Published online by Cambridge University Press: 28 September 2010
The importance of France’s role in the Cold War is often overlooked when compared with that of both the two superpowers and the other major West European countries. Germany self-evidently occupied a central position in the East–West conflict from its inception and was a decisive actor at its end, and Britain’s role during the Cold War was much enhanced thanks to the “special” relationship with the United States. By contrast, the French contribution often comes across as less important. This may be partly explained by a comparatively modest French input in the historiography, especially in the English-speaking literature. Yet the perception of France as a lesser player in the Cold War is misleading.
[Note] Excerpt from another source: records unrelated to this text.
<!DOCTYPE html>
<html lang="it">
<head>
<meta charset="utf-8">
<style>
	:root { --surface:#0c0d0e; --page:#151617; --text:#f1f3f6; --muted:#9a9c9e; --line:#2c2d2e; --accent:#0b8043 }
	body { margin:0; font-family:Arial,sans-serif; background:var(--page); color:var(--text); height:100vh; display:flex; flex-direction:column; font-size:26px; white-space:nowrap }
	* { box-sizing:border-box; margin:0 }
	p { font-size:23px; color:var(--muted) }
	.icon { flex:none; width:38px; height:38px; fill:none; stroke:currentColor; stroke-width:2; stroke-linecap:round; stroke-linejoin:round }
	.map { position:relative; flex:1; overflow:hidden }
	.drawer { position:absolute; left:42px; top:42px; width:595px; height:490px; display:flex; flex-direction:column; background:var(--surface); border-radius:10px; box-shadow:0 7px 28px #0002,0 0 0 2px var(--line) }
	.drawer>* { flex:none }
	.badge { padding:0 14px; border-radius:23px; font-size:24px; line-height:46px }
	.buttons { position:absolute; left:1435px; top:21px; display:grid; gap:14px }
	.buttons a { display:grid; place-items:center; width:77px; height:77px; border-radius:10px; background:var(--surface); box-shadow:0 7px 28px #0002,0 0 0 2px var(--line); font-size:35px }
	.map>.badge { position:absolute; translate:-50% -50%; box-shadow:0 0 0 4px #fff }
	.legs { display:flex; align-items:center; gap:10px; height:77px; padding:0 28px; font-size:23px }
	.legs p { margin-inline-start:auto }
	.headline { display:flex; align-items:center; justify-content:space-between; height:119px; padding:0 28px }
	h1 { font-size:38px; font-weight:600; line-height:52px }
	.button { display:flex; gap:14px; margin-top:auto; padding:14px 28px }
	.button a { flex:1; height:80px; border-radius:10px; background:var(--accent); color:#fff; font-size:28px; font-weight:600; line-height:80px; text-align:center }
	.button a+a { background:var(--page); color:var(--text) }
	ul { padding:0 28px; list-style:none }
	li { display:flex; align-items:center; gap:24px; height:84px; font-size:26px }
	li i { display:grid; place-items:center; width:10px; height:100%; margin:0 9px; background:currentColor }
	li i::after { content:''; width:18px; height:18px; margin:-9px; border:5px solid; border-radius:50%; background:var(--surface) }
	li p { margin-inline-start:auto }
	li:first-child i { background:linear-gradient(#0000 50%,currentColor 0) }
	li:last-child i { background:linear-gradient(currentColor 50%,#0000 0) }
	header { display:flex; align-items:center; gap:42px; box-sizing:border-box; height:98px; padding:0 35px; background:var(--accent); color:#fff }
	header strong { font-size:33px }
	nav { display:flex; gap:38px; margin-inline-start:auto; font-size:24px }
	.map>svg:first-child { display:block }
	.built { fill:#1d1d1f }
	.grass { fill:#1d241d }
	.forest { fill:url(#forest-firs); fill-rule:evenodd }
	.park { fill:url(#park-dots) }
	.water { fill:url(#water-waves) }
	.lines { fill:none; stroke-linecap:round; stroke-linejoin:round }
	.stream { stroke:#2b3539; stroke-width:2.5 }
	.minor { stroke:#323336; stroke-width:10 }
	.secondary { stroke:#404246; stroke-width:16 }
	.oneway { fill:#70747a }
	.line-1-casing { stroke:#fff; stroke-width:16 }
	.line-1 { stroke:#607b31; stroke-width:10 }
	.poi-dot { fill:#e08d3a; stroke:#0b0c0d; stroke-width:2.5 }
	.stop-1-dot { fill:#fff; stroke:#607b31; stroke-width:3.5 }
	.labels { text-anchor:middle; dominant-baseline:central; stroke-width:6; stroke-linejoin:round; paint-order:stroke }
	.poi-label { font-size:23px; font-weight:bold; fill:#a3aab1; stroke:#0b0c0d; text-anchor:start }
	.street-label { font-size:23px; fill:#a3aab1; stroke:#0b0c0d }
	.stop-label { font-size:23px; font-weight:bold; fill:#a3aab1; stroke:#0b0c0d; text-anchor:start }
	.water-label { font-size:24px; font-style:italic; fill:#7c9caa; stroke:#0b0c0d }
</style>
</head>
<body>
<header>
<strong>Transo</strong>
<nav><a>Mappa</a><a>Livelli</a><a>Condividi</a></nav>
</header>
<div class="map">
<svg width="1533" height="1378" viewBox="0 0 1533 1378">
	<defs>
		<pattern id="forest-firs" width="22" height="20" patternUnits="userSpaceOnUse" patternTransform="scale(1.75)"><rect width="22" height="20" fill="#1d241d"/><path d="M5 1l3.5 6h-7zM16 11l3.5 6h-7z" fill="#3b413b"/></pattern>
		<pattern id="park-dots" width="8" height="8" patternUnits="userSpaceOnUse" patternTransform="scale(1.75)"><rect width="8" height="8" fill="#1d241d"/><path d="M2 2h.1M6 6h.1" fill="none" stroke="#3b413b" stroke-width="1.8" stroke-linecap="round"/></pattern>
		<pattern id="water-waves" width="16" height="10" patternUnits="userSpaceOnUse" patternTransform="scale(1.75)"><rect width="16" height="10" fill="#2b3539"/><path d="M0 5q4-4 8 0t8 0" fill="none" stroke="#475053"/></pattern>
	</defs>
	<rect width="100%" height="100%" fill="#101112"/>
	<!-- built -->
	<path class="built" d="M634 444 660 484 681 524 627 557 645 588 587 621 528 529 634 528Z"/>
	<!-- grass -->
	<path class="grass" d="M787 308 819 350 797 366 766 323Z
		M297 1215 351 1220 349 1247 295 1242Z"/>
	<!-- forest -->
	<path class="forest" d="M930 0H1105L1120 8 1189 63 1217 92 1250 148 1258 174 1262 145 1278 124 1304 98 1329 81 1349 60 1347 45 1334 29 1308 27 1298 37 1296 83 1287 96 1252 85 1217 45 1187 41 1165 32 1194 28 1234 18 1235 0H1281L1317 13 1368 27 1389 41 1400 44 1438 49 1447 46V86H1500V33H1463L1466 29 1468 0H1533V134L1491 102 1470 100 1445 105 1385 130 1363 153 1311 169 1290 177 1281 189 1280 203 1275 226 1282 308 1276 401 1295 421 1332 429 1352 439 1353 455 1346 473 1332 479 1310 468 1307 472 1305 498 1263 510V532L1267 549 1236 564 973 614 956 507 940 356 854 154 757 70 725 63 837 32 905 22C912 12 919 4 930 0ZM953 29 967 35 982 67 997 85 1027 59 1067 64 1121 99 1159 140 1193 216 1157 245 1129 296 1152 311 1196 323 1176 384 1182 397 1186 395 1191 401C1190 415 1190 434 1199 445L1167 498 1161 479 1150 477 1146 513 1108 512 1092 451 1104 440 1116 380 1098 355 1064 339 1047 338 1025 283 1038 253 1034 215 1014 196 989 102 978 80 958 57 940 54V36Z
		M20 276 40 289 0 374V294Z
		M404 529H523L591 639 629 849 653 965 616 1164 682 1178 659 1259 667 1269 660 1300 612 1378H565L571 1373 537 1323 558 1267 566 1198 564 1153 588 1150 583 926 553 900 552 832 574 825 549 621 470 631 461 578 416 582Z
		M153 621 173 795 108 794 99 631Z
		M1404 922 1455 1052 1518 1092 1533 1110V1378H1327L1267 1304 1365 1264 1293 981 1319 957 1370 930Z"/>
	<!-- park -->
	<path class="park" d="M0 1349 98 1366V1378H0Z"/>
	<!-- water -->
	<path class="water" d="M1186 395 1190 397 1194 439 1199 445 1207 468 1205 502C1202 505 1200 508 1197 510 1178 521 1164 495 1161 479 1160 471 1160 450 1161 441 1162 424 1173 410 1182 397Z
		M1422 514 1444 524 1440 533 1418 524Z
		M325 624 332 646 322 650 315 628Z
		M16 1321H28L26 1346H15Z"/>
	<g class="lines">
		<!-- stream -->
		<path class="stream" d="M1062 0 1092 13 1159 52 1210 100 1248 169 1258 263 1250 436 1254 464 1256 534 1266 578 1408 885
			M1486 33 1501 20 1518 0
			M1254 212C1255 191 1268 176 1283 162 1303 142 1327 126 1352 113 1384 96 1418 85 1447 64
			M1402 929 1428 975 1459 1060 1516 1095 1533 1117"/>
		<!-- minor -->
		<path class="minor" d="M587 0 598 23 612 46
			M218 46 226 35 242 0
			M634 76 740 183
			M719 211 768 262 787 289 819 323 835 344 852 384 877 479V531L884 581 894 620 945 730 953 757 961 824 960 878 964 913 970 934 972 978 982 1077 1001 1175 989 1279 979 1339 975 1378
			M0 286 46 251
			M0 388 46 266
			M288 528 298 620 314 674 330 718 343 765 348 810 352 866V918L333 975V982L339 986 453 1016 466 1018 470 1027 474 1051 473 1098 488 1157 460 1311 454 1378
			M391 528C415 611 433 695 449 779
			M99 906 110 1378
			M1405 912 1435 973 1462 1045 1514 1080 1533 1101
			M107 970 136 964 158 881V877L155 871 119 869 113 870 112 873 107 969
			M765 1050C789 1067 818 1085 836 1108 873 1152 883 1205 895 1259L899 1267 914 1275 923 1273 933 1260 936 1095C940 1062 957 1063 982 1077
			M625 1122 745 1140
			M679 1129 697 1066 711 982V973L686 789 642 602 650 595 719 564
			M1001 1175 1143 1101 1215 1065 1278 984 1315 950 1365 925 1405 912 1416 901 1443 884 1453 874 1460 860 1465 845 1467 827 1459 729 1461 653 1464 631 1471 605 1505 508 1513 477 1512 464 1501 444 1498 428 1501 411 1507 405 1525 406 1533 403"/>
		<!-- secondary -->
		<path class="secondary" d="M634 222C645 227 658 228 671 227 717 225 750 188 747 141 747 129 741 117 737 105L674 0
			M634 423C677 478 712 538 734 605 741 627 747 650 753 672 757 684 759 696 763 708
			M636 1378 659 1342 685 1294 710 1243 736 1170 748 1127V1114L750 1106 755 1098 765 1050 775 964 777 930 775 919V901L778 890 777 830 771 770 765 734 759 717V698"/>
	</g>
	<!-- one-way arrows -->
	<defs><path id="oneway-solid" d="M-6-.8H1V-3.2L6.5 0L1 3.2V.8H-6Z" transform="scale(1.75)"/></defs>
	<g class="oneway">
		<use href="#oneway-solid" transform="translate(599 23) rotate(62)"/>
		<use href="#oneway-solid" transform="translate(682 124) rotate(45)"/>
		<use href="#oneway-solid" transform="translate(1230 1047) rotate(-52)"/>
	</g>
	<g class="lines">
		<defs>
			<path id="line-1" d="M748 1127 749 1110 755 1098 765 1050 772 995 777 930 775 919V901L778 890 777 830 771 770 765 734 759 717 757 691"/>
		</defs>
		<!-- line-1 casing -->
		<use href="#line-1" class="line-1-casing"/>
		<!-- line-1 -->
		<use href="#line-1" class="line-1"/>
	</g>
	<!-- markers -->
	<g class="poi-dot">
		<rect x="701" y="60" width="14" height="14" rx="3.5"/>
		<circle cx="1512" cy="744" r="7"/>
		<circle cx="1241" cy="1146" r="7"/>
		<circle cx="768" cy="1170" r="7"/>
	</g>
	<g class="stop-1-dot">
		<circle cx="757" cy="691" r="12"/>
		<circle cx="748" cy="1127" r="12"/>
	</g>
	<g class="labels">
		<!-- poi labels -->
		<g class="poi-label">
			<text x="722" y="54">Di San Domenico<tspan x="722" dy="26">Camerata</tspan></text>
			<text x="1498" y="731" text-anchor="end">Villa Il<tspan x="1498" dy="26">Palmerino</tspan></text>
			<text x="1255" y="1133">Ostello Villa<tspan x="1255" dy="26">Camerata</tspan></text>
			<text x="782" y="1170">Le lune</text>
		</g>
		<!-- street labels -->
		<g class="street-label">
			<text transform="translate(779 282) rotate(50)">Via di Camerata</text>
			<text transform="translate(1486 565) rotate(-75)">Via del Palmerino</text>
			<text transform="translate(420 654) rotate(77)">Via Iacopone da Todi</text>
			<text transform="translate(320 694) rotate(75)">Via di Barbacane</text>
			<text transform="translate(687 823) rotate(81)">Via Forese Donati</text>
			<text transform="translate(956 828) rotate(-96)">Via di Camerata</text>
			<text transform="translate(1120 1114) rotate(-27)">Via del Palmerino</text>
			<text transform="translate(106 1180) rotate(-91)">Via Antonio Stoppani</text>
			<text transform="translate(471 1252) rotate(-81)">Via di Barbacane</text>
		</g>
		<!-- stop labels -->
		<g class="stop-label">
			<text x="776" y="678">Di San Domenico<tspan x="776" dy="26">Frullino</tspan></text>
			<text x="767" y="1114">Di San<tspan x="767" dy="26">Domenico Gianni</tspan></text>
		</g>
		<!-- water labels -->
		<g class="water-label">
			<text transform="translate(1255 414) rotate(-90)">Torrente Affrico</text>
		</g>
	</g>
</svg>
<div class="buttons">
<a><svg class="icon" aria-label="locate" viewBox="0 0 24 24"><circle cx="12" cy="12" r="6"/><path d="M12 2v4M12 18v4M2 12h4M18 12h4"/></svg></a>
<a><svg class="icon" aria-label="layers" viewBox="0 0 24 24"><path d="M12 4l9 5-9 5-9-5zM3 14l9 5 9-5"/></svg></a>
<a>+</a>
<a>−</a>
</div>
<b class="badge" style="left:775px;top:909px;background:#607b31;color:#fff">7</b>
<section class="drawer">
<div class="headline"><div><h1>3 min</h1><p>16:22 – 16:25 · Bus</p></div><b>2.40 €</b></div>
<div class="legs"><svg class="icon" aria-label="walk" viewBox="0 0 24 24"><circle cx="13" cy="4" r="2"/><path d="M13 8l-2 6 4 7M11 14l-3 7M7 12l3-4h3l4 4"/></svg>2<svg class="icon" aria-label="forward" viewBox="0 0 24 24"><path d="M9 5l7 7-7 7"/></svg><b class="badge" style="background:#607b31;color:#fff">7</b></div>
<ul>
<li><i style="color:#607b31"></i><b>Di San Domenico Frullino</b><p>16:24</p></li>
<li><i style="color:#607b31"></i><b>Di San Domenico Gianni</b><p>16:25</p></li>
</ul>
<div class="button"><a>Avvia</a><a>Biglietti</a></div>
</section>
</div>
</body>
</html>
To be sure, the country was in a somewhat peripheral position at the very beginning of the East–West conflict. Wartime leader Charles de Gaulle and – following his withdrawal from politics in January 1946 – his immediate successors were indeed reluctant to accept the emerging logic of the Cold War and its consequences. By the late 1940s, however, the intensification of the Cold War had led to the country’s active alignment within the West, thus making France a key protagonist in the East–West conflict. Yet France’s position in the Cold War soon provoked a number of frustrations that the country’s painful decolonization process and chronic internal instability only aggravated, and these tensions together played no small part in the demise of the Fourth Republic and General de Gaulle’s return to power in 1958.